··· DATA FOR ANALYSIS ···
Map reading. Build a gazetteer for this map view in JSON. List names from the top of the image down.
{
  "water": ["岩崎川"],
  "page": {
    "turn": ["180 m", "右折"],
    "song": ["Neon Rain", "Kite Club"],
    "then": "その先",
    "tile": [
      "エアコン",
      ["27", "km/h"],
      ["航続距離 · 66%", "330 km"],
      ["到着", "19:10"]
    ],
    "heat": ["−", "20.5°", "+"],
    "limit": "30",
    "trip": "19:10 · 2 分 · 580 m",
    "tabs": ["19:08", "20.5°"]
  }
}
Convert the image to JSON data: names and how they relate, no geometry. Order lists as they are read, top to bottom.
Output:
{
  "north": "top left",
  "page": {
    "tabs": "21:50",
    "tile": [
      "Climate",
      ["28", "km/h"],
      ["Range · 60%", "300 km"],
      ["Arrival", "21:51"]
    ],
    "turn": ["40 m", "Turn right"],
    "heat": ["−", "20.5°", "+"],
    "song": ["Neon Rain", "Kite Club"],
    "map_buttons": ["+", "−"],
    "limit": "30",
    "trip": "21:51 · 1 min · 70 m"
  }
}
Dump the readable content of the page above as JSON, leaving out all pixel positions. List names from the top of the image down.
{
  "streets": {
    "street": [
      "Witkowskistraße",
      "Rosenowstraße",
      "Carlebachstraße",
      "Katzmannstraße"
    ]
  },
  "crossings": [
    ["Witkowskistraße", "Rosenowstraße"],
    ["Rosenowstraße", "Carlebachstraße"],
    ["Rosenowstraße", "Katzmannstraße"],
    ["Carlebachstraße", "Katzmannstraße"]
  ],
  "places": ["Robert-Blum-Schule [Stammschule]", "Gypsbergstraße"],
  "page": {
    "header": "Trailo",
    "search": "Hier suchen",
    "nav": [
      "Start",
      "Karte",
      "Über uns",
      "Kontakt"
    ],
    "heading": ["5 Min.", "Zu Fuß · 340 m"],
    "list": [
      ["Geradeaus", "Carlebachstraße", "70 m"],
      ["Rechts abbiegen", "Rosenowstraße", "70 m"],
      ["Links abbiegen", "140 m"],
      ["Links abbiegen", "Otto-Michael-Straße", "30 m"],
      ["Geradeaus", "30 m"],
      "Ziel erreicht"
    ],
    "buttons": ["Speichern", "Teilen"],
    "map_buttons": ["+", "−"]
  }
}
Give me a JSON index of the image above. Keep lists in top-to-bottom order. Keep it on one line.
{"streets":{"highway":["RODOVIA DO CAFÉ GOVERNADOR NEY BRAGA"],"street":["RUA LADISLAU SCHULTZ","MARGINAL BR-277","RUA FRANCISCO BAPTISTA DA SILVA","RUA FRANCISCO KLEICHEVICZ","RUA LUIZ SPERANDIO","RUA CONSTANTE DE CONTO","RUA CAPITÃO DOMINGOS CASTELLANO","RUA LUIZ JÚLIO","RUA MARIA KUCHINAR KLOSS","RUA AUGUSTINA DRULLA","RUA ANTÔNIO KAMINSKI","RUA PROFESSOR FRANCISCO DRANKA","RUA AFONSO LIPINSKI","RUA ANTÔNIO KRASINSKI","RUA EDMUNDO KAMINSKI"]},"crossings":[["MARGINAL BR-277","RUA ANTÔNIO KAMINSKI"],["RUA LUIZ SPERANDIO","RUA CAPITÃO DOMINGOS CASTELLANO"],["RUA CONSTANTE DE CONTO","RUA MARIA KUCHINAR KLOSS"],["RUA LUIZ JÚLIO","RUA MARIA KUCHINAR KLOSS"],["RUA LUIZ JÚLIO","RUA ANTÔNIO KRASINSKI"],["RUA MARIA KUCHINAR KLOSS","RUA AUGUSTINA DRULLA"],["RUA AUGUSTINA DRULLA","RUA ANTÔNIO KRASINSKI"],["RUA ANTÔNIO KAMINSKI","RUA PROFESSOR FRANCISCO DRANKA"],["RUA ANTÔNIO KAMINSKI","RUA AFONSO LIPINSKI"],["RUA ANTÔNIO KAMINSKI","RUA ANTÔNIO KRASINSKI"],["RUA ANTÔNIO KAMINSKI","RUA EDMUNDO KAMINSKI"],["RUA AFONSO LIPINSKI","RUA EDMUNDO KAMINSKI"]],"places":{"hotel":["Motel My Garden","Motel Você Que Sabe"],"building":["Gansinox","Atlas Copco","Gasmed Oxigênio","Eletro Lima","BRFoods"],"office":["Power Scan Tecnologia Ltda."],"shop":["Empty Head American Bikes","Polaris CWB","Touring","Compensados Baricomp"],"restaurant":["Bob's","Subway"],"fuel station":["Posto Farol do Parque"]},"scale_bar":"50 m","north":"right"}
···
ACTIVITY — What lines in the data above carry "Geradeaus"? Return them all.

YOUR SOLUTION —
      ["Geradeaus", "Carlebachstraße", "70 m"],
      ["Geradeaus", "30 m"],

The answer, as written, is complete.